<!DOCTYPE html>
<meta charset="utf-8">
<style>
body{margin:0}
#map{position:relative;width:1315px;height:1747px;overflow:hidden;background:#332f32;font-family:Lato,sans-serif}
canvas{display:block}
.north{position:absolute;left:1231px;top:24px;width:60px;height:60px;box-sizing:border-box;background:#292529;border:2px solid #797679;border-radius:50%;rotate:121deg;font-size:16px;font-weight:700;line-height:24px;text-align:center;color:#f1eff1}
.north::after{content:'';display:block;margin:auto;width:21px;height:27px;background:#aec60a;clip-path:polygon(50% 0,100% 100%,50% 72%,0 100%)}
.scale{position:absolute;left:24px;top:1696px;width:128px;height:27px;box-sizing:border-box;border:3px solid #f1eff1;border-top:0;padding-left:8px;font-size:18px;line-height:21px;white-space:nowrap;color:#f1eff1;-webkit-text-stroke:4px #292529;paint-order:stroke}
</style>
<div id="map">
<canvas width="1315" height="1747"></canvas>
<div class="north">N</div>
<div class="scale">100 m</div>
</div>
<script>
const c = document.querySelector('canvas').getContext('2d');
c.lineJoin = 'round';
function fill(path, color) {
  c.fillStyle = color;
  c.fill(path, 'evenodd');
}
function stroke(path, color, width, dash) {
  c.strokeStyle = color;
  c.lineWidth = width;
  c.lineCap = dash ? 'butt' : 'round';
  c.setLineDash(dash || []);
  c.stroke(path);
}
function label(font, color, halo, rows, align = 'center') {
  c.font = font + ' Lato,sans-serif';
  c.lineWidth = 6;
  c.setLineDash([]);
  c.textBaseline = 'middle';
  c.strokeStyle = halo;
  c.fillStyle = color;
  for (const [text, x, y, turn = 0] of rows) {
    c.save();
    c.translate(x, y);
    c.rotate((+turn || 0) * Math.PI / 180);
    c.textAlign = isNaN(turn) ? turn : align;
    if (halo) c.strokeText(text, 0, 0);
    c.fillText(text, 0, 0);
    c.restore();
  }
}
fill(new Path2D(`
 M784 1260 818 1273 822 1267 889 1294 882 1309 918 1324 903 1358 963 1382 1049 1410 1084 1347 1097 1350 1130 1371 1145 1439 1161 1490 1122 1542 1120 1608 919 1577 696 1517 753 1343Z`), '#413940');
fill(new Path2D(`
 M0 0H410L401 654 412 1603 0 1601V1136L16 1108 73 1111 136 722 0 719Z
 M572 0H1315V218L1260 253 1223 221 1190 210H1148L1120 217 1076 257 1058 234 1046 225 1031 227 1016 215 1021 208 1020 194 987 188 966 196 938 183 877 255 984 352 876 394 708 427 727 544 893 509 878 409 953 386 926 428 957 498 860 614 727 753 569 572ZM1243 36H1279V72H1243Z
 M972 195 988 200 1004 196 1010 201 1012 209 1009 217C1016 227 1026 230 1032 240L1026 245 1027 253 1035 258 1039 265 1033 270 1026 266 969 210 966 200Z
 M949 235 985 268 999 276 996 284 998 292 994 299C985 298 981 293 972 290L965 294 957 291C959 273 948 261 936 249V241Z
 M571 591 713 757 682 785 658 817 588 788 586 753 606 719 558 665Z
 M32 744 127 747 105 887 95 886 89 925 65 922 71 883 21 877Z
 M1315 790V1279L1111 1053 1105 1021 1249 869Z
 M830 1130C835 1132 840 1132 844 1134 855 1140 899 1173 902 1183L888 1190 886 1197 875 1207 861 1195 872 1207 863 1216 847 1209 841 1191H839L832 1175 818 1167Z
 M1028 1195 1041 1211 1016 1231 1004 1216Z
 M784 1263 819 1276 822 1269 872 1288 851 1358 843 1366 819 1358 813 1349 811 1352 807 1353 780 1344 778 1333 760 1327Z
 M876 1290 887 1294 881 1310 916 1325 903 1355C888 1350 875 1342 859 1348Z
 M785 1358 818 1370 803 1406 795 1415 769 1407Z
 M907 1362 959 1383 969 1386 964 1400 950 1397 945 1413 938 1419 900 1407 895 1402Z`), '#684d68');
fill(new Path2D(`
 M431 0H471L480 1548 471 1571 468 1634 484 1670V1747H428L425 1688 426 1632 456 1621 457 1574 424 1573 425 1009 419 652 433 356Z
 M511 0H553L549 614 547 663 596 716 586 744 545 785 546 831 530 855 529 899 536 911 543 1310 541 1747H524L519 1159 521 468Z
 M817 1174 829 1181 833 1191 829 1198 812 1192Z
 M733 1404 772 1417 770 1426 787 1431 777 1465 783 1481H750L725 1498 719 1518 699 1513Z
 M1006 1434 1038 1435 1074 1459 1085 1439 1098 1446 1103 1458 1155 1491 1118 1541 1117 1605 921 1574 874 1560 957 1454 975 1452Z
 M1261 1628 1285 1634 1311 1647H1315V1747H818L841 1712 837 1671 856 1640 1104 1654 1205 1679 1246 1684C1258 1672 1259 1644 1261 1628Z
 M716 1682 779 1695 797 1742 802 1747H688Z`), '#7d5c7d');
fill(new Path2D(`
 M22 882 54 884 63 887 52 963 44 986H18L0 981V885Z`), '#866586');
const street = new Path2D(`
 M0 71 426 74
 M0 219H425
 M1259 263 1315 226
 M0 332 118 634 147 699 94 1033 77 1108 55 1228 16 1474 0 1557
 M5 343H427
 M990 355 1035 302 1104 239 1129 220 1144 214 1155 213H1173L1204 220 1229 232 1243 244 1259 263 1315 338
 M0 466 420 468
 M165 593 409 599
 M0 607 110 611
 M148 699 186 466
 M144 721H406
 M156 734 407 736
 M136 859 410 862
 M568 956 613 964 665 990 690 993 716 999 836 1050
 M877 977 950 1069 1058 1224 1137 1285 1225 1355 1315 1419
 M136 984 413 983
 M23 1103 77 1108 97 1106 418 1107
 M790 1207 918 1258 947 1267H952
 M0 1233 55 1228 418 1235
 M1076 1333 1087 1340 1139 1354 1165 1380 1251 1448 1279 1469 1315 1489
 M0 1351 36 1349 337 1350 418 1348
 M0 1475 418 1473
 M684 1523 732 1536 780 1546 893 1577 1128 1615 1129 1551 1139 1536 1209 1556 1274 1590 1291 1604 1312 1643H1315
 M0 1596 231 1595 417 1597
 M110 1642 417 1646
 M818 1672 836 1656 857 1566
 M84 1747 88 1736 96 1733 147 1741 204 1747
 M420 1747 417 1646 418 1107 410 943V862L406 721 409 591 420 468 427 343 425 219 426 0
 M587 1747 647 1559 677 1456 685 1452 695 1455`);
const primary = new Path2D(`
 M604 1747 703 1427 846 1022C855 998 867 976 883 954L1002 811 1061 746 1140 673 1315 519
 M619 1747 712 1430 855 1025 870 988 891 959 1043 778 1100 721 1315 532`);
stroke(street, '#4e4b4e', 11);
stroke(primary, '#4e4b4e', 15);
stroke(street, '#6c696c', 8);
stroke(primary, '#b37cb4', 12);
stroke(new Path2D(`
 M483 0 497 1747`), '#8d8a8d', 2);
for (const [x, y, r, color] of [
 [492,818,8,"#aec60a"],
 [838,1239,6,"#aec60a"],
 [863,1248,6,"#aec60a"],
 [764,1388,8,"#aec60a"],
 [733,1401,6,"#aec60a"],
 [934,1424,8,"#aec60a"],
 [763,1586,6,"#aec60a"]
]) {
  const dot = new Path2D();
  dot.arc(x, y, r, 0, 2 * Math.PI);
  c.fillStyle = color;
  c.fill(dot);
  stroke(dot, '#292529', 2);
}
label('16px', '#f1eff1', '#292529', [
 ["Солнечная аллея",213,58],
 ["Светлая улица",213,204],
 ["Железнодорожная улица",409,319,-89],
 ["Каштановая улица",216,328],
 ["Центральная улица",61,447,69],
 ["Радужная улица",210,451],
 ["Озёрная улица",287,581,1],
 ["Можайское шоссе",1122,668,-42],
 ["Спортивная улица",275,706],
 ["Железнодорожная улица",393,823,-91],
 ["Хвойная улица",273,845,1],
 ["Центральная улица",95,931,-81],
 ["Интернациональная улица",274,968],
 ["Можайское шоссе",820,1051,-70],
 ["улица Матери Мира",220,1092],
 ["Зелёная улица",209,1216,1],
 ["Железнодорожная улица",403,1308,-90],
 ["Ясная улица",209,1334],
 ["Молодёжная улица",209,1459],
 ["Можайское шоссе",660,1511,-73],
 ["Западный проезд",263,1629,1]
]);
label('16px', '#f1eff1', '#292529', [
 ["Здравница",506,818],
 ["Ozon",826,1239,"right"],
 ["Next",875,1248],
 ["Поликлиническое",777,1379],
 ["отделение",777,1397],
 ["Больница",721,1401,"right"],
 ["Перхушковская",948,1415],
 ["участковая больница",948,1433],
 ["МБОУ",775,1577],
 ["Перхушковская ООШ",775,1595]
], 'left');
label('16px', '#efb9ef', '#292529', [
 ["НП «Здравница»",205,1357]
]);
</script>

Assignment |
Output the data exactly, from the first line through the line that holds "c.lineWidth = width;", so that no later line appears.

Task response |
<!DOCTYPE html>
<meta charset="utf-8">
<style>
body{margin:0}
#map{position:relative;width:1315px;height:1747px;overflow:hidden;background:#332f32;font-family:Lato,sans-serif}
canvas{display:block}
.north{position:absolute;left:1231px;top:24px;width:60px;height:60px;box-sizing:border-box;background:#292529;border:2px solid #797679;border-radius:50%;rotate:121deg;font-size:16px;font-weight:700;line-height:24px;text-align:center;color:#f1eff1}
.north::after{content:'';display:block;margin:auto;width:21px;height:27px;background:#aec60a;clip-path:polygon(50% 0,100% 100%,50% 72%,0 100%)}
.scale{position:absolute;left:24px;top:1696px;width:128px;height:27px;box-sizing:border-box;border:3px solid #f1eff1;border-top:0;padding-left:8px;font-size:18px;line-height:21px;white-space:nowrap;color:#f1eff1;-webkit-text-stroke:4px #292529;paint-order:stroke}
</style>
<div id="map">
<canvas width="1315" height="1747"></canvas>
<div class="north">N</div>
<div class="scale">100 m</div>
</div>
<script>
const c = document.querySelector('canvas').getContext('2d');
c.lineJoin = 'round';
function fill(path, color) {
  c.fillStyle = color;
  c.fill(path, 'evenodd');
}
function stroke(path, color, width, dash) {
  c.strokeStyle = color;
  c.lineWidth = width;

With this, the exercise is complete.